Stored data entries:
***
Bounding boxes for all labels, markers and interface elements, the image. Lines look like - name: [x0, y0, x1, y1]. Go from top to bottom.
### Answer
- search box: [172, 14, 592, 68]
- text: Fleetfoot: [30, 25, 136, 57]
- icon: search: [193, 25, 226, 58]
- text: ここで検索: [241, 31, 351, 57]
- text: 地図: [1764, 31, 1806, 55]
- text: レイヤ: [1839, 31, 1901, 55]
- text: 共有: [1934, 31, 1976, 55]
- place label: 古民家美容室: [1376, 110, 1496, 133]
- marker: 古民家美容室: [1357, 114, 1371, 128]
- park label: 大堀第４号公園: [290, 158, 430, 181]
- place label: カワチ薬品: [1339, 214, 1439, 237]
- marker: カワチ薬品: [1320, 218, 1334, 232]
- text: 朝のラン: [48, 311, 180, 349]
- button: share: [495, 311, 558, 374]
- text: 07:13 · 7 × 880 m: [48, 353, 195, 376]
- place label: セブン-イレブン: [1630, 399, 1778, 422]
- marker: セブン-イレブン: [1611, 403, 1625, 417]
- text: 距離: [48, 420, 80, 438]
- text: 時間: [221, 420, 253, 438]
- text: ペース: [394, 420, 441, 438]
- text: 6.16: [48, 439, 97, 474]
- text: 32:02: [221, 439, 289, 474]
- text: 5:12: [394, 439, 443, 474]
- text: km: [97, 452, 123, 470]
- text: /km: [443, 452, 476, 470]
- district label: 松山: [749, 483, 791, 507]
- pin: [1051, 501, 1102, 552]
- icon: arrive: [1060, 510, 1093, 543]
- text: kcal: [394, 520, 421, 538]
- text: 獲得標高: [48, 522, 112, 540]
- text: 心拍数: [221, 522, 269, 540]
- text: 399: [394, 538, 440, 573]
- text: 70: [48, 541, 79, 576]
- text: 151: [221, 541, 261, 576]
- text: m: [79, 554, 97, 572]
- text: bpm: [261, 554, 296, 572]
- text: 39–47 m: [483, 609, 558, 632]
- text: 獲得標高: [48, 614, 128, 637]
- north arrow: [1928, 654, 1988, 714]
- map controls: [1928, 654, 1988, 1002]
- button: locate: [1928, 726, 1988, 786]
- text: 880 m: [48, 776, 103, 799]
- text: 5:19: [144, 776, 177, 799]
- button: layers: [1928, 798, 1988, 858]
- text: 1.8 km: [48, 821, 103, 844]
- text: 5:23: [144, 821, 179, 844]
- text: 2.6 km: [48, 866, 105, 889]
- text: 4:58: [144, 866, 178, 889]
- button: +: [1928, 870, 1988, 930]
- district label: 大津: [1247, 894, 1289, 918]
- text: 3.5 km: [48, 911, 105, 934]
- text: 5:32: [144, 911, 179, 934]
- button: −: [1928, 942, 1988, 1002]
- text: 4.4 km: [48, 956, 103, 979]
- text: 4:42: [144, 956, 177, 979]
***
▶ _Exercise instructions_
Lines holding "獲得標高": copy each one from the records above.

▶ _Solution for this exercise_
- text: 獲得標高: [48, 522, 112, 540]
- text: 獲得標高: [48, 614, 128, 637]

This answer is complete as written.